I maggiori rischi di default su PMI europee e consumatori USA

Federico Valesi, CFA, Head of Credit di Quaestio SGR -

La stretta monetaria delle banche centrali arriverà a manifestarsi con un aumento delle insolvenze sia da parte dei consumatori che da parte delle aziende. Lato consumatori, in Italia siamo esposti ad un rischio contenuto, in quanto nel nostro Paese il livello di indebitamento è limitato. Il problema è più evidente al di là dell’Atlantico – ed in misura minore anche nel Regno Unito – laddove il ricorso alla leva è molto più capillare. Pensiamo, ad esempio, alla massiccia diffusione delle carte di pagamento revolving che poggiano sul modello “buy now pay later” e che portano con sé tassi d’interesse di per sé alti, resi ancora più acuti dal contesto di elevata inflazione (in alcuni casi ormai si sfiora il 20%). Il tutto, in un contesto in cui il mercato del lavoro a stelle e strisce è ancora in salute, ma ha di recente mostrato i primi segni di rallentamento. Un ipotetico rischio? Se agli attuali alti livelli d’inflazione si combinasse un rialzo deciso del tasso di disoccupazione, allora le dinamiche negli Stati Uniti potrebbero diventare esplosive.

In alcuni mercati inoltre, l’aumento del costo del denaro ha avuto un grande impatto sui mutui, contribuendo ad innalzare il rischio di insolvenze. Anche in questo caso, l’Italia è meno esposta, così come gli Stati Uniti, dal momento che tanto il nostro mercato dei mutui quanto quello statunitense è prevalentemente a tasso fisso, al contrario invece di quanto sta accadendo in quei Paesi laddove vi è una marcata preferenza per i mutui a tasso variabile. Cosa che, ad esempio, accade in Svezia e nel Regno Unito, in questa fase decisamente sotto pressione. Altro esempio è quello tedesco, laddove la maggior parte della popolazione non è proprietaria di immobili ma vive in affitto. E la maggioranza degli affitti è stipulata con contratti a tassi variabili, cosa che porterà a fronteggiare canoni più elevati erodendo, di conseguenza, il potere d’acquisto dei consumatori. Se dunque il Vecchio Continente, nel complesso, non sembra soffrire quanto gli Stati Uniti del rischio di insolvenza lato consumatori, non vanno pur sempre tralasciate le vulnerabilità proprie di qualche singolo Paese, anche a fronte di una generalizzata riduzione del tasso medio di indebitamento.

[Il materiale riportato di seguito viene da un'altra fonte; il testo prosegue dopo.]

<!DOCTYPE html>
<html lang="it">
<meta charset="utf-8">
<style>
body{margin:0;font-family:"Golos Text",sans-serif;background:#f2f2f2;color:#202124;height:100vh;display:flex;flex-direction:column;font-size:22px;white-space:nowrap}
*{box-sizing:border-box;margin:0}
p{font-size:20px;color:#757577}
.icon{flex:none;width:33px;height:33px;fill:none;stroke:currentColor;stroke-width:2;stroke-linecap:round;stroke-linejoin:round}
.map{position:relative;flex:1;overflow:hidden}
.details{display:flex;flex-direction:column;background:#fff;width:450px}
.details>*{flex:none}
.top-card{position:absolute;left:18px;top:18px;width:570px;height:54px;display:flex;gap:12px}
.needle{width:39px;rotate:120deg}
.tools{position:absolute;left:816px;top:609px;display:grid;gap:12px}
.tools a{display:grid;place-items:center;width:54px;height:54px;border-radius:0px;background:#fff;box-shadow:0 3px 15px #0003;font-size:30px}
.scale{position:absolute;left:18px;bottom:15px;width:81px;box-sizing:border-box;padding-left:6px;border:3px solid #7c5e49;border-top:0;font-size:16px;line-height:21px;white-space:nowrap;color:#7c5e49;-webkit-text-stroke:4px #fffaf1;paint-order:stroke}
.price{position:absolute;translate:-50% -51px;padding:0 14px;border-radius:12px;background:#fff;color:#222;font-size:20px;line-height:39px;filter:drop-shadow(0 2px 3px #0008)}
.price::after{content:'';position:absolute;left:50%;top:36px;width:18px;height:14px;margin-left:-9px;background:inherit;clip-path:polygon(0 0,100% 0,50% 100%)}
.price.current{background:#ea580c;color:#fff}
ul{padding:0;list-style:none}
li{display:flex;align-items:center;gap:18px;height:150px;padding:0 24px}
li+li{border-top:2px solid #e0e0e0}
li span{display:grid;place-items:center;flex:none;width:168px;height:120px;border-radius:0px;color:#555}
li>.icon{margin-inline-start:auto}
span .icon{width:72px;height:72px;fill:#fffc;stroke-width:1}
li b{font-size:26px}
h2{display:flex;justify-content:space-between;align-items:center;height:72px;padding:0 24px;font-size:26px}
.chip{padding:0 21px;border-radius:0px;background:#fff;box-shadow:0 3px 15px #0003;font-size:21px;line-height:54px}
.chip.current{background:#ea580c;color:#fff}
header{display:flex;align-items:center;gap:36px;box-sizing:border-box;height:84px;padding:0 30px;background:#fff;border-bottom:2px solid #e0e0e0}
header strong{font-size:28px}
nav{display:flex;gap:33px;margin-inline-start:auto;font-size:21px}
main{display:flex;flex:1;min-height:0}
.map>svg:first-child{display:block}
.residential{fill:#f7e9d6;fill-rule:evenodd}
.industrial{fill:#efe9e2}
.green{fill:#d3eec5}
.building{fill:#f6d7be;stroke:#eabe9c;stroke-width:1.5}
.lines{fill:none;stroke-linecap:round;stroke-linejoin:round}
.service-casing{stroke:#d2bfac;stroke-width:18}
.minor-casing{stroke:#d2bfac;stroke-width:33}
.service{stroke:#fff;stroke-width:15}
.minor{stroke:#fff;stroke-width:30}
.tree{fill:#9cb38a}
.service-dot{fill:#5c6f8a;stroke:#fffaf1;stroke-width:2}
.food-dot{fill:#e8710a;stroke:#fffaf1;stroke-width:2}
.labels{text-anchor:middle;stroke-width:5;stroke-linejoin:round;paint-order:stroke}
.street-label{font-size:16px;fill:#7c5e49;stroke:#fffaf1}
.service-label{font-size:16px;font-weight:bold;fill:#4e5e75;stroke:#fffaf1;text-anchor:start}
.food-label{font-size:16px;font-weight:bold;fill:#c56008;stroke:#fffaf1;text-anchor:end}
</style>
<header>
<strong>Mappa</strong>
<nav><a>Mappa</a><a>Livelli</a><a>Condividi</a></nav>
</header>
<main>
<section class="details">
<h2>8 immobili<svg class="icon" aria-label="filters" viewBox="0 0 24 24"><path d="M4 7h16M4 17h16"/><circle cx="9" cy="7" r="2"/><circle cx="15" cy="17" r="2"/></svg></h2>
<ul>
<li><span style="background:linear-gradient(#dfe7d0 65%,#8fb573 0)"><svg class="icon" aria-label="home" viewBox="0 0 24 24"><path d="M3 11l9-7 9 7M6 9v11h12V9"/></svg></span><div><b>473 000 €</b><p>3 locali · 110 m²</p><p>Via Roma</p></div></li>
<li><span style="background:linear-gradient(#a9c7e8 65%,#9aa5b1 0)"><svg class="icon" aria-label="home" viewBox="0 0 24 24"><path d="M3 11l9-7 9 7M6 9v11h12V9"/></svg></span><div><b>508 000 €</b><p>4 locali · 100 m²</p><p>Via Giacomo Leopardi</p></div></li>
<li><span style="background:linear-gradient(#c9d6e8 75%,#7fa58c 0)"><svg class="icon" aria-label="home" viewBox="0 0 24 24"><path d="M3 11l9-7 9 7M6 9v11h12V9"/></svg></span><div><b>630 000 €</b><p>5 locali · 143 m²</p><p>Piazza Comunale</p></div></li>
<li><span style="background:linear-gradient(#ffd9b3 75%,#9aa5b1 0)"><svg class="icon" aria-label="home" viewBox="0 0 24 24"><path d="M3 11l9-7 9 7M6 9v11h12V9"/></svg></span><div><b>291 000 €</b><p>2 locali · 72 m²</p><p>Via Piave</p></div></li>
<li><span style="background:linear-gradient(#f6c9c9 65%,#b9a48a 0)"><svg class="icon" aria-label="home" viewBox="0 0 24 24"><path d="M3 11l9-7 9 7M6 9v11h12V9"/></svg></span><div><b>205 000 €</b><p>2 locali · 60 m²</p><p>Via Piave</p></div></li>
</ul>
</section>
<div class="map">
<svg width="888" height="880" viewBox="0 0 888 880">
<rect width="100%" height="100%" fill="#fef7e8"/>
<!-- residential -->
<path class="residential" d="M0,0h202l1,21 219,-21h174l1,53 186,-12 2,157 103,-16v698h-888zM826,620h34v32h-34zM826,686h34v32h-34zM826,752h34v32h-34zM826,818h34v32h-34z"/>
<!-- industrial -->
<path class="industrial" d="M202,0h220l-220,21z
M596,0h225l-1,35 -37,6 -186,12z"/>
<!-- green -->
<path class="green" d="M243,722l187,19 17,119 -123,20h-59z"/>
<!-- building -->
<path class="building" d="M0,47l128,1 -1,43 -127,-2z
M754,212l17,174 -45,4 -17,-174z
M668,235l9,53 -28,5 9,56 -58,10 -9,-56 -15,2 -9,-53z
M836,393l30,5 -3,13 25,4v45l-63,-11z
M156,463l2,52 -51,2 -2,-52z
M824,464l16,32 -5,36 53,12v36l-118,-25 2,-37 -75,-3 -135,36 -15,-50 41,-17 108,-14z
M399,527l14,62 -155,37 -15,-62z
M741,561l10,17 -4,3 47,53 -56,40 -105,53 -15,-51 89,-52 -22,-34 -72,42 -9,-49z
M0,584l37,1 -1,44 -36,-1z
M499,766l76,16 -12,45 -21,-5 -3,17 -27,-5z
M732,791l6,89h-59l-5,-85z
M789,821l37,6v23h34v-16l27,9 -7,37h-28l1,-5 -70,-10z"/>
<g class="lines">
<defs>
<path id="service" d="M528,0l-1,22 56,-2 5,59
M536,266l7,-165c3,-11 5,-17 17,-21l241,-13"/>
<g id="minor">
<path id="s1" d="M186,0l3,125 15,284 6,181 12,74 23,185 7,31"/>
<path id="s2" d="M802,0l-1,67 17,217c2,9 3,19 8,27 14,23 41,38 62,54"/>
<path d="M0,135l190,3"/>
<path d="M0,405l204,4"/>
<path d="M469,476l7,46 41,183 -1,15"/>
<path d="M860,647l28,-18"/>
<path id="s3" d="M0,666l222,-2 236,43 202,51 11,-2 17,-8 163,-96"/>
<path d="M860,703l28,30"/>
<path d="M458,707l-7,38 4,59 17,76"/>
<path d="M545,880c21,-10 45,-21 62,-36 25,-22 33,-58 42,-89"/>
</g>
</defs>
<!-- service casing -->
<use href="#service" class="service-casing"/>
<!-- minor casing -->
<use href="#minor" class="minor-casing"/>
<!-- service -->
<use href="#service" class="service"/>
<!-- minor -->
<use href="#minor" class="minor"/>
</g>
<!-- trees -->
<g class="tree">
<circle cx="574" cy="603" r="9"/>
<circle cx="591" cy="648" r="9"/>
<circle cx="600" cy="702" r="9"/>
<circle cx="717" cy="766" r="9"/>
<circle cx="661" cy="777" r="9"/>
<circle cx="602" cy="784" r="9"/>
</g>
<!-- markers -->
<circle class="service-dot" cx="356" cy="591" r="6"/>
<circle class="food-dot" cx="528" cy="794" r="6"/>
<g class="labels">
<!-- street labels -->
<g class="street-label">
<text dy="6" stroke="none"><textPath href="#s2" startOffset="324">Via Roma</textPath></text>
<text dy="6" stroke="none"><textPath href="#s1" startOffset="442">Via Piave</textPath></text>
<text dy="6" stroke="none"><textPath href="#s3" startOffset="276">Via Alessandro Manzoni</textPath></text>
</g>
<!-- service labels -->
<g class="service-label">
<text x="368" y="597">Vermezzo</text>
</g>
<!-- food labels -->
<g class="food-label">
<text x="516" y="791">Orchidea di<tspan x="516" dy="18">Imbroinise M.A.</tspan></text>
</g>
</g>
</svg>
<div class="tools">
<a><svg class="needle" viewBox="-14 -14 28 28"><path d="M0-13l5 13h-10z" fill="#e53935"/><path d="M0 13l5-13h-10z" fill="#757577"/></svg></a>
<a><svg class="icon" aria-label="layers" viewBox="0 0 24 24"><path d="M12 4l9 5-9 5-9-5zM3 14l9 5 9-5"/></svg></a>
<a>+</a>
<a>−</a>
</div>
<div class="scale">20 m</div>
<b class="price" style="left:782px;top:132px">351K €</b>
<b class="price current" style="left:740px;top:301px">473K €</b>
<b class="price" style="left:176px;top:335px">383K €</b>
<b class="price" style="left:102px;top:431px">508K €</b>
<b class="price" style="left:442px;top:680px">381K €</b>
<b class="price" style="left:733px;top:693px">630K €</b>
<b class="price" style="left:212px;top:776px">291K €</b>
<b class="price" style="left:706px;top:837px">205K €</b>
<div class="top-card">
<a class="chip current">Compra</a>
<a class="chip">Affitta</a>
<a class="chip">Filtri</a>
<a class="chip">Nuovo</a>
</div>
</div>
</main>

Sul fronte delle insolvenze aziendali il punto di partenza è chiaro: veniamo da anni in cui il costo del denaro era a zero e, di conseguenza, da anni con tassi di insolvenze irrisori. Ed è per questo che è del tutto verosimile aspettarsi tassi di default in crescita. Più a rischio, a nostro avviso, saranno innanzitutto quelle aziende che hanno accumulato debito a tasso variabile, cosa che avviene soprattutto nelle PMI. A peggiorare l’ipotetico scenario anche la scarsa flessibilità funzionale propria delle PMI stese. Lato settori, inoltre, l’attenzione va rivolta sempre alle small cap che operano nei settori ciclici come, ad esempio automotive e chimica. Al lato opposto, in condizioni migliori per risentire meno dell’elevato livello di inflazione, ci sono le aziende più grandi – con debito investment grade – e quelle attive nel segmento delle infrastrutture – laddove, tipicamente, ci sono contratti di debito a 20/30 anni indicizzati all’inflazione.

Nel complesso, dunque, guardando al mercato obbligazionario globale, la prima riflessione riguarda gli afflussi. Nel senso che un generalizzato ritorno dei rendimenti sta favorendo una rinnovata allocazione verso il comparto. Dal nostro punto di vista, un investimento nei corporate è da preferire rispetto ai governativi, in quanto i primi offrono uno spread maggiore. Inoltre, l’investment grade ha il vantaggio – non trascurabile – di risentire meno degli impatti dei default (al netto del consueto fenomeno del downgrade dei fallen angel), mentre sono gli high yield in questo momento a offrire rendimenti più interessanti. Alla fine, secondo noi, è sempre il carry il motore della performance e, nel medio periodo, il carry medio dell’High Yield si attesta al 7%, tre punti percentuale in più rispetto alla media dell’investment grade.